In [1]:
%%capture
!pip install datasets
!pip install 'numpy < 2.0'

In [1]:
import pandas as pd
import numpy as np
from transformers import AutoTokenizer, AutoModelForSequenceClassification, Trainer, TrainingArguments
from datasets import Dataset
import multiprocessing
import torch
from torch import nn
# import torch_xla.core.xla_model as xm
from datasets import Dataset, Features, ClassLabel, Value, load_from_disk

In [2]:
from google.colab import drive

drive.mount('/content/drive')

Drive already mounted at /content/drive; to attempt to forcibly remount, call drive.mount("/content/drive", force_remount=True).


In [2]:
fields = ['text', 'topic']

train_df = pd.read_csv('../data/train.csv',
                       dtype={'topic': object,
                              'text_clean': object},
                       usecols=fields)
val_df = pd.read_csv('../data/val.csv',
                     dtype={'topic': object,
                            'text_clean': object},
                     usecols=fields)
test_df = pd.read_csv('../data/test.csv',
                      dtype={'topic': object,
                             'text_clean': object},
                      usecols=fields)

In [None]:
# from sklearn.utils import resample

# max_count = train_df['topic'].value_counts().max()
# balanced = []
# for label, grp in train_df.groupby('topic'):
#     if len(grp) < max_count:
#         ups = resample(grp, replace=True, n_samples=max_count, random_state=42)
#         balanced.append(ups)
#     else:
#         balanced.append(grp)

In [None]:
# train_df = pd.concat(balanced).sample(frac=1, random_state=42).reset_index(drop=True)

In [4]:
model_name = 'DeepPavlov/rubert-base-cased'
tokenizer = AutoTokenizer.from_pretrained(model_name)

In [5]:
num_cores = multiprocessing.cpu_count()

In [5]:
unique_labels = sorted(train_df['topic'].unique())

features = Features({
    'text': Value('string'),
    'topic': ClassLabel(names=unique_labels)
})

In [None]:
def tokenize_batch(batch):
    toks = tokenizer(
        batch['text'],
        truncation=True,
        padding='max_length',
        max_length=512
    )
    toks['labels'] = batch['topic']
    return toks


train_ds = Dataset.from_pandas(train_df, features=features)
val_ds = Dataset.from_pandas(val_df, features=features)
test_ds = Dataset.from_pandas(test_df, features=features)
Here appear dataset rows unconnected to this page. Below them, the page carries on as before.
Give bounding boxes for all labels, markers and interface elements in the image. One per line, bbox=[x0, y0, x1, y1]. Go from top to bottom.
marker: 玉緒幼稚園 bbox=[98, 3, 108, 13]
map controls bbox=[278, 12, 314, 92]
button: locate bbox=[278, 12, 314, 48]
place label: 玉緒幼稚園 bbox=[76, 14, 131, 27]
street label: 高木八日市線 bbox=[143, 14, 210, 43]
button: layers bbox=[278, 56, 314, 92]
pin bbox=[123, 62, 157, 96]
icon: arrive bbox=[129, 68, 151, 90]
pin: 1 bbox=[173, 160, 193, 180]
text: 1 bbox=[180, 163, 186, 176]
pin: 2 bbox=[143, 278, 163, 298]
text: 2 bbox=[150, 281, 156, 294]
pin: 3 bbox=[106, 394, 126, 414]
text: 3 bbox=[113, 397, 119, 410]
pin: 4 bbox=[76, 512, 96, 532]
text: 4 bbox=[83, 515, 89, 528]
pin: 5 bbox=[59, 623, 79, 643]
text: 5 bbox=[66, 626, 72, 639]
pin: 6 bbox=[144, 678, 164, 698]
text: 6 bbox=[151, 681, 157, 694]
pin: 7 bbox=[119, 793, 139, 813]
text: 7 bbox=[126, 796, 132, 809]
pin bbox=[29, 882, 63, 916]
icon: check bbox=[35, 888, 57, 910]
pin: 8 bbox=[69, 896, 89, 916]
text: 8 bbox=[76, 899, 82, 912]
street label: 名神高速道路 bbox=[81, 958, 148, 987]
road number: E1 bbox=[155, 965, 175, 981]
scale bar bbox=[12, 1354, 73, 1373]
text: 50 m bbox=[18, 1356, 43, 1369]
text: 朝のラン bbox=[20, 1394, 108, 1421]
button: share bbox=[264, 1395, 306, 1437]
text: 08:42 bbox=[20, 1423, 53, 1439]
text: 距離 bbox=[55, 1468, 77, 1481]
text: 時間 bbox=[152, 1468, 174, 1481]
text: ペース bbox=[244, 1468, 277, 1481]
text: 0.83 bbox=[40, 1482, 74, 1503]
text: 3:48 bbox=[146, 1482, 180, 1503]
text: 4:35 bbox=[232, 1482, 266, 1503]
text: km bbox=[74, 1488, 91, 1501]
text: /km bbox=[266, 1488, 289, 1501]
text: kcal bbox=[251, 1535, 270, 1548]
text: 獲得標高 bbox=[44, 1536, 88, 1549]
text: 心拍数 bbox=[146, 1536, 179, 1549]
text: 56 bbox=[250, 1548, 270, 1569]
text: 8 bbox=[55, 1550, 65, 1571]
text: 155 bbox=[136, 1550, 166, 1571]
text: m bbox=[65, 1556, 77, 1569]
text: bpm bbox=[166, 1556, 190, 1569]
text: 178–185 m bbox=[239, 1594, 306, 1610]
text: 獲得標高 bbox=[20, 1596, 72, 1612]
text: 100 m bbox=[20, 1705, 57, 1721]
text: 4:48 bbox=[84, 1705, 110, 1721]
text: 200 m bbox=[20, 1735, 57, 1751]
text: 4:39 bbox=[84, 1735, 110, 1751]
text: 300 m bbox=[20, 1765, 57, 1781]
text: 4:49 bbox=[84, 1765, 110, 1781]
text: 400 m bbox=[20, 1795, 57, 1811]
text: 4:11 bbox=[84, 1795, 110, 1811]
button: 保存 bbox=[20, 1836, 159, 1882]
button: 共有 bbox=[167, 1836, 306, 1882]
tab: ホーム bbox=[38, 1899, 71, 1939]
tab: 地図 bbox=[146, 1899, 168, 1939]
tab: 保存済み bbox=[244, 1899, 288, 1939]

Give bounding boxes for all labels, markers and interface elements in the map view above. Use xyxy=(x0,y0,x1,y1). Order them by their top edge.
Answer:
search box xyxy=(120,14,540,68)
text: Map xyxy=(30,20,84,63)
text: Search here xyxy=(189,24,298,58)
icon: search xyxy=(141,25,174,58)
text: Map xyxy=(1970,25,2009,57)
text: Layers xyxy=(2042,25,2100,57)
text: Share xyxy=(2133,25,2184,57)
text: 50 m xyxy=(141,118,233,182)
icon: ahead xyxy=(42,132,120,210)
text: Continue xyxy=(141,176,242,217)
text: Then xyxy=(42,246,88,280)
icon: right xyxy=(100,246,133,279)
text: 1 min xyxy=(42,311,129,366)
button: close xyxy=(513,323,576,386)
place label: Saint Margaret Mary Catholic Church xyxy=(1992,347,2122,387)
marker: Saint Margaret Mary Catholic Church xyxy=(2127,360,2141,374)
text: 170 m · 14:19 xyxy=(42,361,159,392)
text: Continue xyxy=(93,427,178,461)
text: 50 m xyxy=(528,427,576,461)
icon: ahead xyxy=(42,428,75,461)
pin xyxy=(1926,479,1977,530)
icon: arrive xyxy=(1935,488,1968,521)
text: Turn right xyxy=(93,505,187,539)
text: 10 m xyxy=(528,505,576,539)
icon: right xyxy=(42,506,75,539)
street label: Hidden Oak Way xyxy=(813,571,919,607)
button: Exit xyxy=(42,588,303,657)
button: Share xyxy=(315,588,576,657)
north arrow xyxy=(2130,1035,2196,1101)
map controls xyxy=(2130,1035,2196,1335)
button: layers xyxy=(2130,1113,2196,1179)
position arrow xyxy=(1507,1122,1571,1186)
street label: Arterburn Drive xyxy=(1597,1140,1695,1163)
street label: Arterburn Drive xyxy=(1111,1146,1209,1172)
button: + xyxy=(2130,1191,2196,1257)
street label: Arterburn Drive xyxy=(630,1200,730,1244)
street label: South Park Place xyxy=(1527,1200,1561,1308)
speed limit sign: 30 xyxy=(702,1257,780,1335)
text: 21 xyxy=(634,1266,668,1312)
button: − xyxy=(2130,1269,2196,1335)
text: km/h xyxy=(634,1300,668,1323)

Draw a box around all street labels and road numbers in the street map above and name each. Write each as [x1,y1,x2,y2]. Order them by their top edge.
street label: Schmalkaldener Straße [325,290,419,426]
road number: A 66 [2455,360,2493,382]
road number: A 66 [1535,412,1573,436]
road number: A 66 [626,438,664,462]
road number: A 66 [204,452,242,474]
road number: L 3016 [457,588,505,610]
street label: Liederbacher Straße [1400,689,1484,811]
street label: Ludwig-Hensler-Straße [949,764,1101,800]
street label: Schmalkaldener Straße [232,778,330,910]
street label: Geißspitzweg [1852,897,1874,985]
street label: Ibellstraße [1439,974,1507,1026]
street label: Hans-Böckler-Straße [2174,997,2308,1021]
train_ds = train_ds.map(tokenize_batch,
                        batched=True,
                        remove_columns=train_df.columns.tolist())
val_ds = val_ds.map(tokenize_batch,
                    batched=True,
                    remove_columns=val_df.columns.tolist())
test_ds = test_ds.map(tokenize_batch,
                      batched=True,
                      remove_columns=test_df.columns.tolist())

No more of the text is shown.